**Task details**
Each record beneath this line should be returned exactly as it is.

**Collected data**

Content starts

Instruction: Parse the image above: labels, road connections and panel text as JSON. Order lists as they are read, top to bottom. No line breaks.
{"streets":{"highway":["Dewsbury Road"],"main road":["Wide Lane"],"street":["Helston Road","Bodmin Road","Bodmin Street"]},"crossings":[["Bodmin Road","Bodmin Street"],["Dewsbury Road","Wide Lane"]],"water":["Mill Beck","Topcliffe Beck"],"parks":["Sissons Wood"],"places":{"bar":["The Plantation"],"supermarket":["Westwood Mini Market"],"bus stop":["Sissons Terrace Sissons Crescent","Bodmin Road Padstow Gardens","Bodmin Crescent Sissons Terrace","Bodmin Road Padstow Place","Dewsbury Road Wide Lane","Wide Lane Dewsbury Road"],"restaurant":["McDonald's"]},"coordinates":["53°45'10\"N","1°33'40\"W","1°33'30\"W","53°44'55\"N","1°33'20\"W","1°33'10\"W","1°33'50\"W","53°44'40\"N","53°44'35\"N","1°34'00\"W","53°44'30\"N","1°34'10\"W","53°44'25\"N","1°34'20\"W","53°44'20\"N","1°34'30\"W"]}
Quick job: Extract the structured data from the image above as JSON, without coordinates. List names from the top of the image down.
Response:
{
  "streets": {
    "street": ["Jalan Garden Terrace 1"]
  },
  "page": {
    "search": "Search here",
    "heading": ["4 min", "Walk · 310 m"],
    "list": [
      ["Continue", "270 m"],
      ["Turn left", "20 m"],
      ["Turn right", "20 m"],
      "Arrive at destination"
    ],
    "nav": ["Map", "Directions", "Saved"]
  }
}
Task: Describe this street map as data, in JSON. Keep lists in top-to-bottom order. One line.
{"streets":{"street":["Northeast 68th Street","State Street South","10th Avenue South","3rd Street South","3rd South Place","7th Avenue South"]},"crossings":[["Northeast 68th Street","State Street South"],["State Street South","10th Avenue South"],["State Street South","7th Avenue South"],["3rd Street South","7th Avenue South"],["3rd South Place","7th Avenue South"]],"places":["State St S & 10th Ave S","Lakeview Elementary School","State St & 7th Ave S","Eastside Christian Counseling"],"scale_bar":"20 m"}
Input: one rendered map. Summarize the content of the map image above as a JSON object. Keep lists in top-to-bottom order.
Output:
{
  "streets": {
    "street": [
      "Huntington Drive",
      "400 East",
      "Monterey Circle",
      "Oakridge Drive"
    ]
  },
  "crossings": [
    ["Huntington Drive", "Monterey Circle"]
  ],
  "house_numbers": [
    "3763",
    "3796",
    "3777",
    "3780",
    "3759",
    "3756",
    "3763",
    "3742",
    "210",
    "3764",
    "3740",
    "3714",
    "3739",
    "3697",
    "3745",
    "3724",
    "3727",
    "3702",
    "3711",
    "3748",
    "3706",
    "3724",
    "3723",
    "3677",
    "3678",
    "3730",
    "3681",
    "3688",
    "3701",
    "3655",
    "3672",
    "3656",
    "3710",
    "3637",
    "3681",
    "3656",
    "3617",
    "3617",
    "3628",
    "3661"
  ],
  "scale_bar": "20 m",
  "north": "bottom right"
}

Content ends

**Task solution**
Instruction: Parse the image above: labels, road connections and panel text as JSON. Order lists as they are read, top to bottom. No line breaks.
{"streets":{"highway":["Dewsbury Road"],"main road":["Wide Lane"],"street":["Helston Road","Bodmin Road","Bodmin Street"]},"crossings":[["Bodmin Road","Bodmin Street"],["Dewsbury Road","Wide Lane"]],"water":["Mill Beck","Topcliffe Beck"],"parks":["Sissons Wood"],"places":{"bar":["The Plantation"],"supermarket":["Westwood Mini Market"],"bus stop":["Sissons Terrace Sissons Crescent","Bodmin Road Padstow Gardens","Bodmin Crescent Sissons Terrace","Bodmin Road Padstow Place","Dewsbury Road Wide Lane","Wide Lane Dewsbury Road"],"restaurant":["McDonald's"]},"coordinates":["53°45'10\"N","1°33'40\"W","1°33'30\"W","53°44'55\"N","1°33'20\"W","1°33'10\"W","1°33'50\"W","53°44'40\"N","53°44'35\"N","1°34'00\"W","53°44'30\"N","1°34'10\"W","53°44'25\"N","1°34'20\"W","53°44'20\"N","1°34'30\"W"]}
Quick job: Extract the structured data from the image above as JSON, without coordinates. List names from the top of the image down.
Response:
{
  "streets": {
    "street": ["Jalan Garden Terrace 1"]
  },
  "page": {
    "search": "Search here",
    "heading": ["4 min", "Walk · 310 m"],
    "list": [
      ["Continue", "270 m"],
      ["Turn left", "20 m"],
      ["Turn right", "20 m"],
      "Arrive at destination"
    ],
    "nav": ["Map", "Directions", "Saved"]
  }
}
Task: Describe this street map as data, in JSON. Keep lists in top-to-bottom order. One line.
{"streets":{"street":["Northeast 68th Street","State Street South","10th Avenue South","3rd Street South","3rd South Place","7th Avenue South"]},"crossings":[["Northeast 68th Street","State Street South"],["State Street South","10th Avenue South"],["State Street South","7th Avenue South"],["3rd Street South","7th Avenue South"],["3rd South Place","7th Avenue South"]],"places":["State St S & 10th Ave S","Lakeview Elementary School","State St & 7th Ave S","Eastside Christian Counseling"],"scale_bar":"20 m"}
Input: one rendered map. Summarize the content of the map image above as a JSON object. Keep lists in top-to-bottom order.
Output:
{
  "streets": {
    "street": [
      "Huntington Drive",
      "400 East",
      "Monterey Circle",
      "Oakridge Drive"
    ]
  },
  "crossings": [
    ["Huntington Drive", "Monterey Circle"]
  ],
  "house_numbers": [
    "3763",
    "3796",
    "3777",
    "3780",
    "3759",
    "3756",
    "3763",
    "3742",
    "210",
    "3764",
    "3740",
    "3714",
    "3739",
    "3697",
    "3745",
    "3724",
    "3727",
    "3702",
    "3711",
    "3748",
    "3706",
    "3724",
    "3723",
    "3677",
    "3678",
    "3730",
    "3681",
    "3688",
    "3701",
    "3655",
    "3672",
    "3656",
    "3710",
    "3637",
    "3681",
    "3656",
    "3617",
    "3617",
    "3628",
    "3661"
  ],
  "scale_bar": "20 m",
  "north": "bottom right"
}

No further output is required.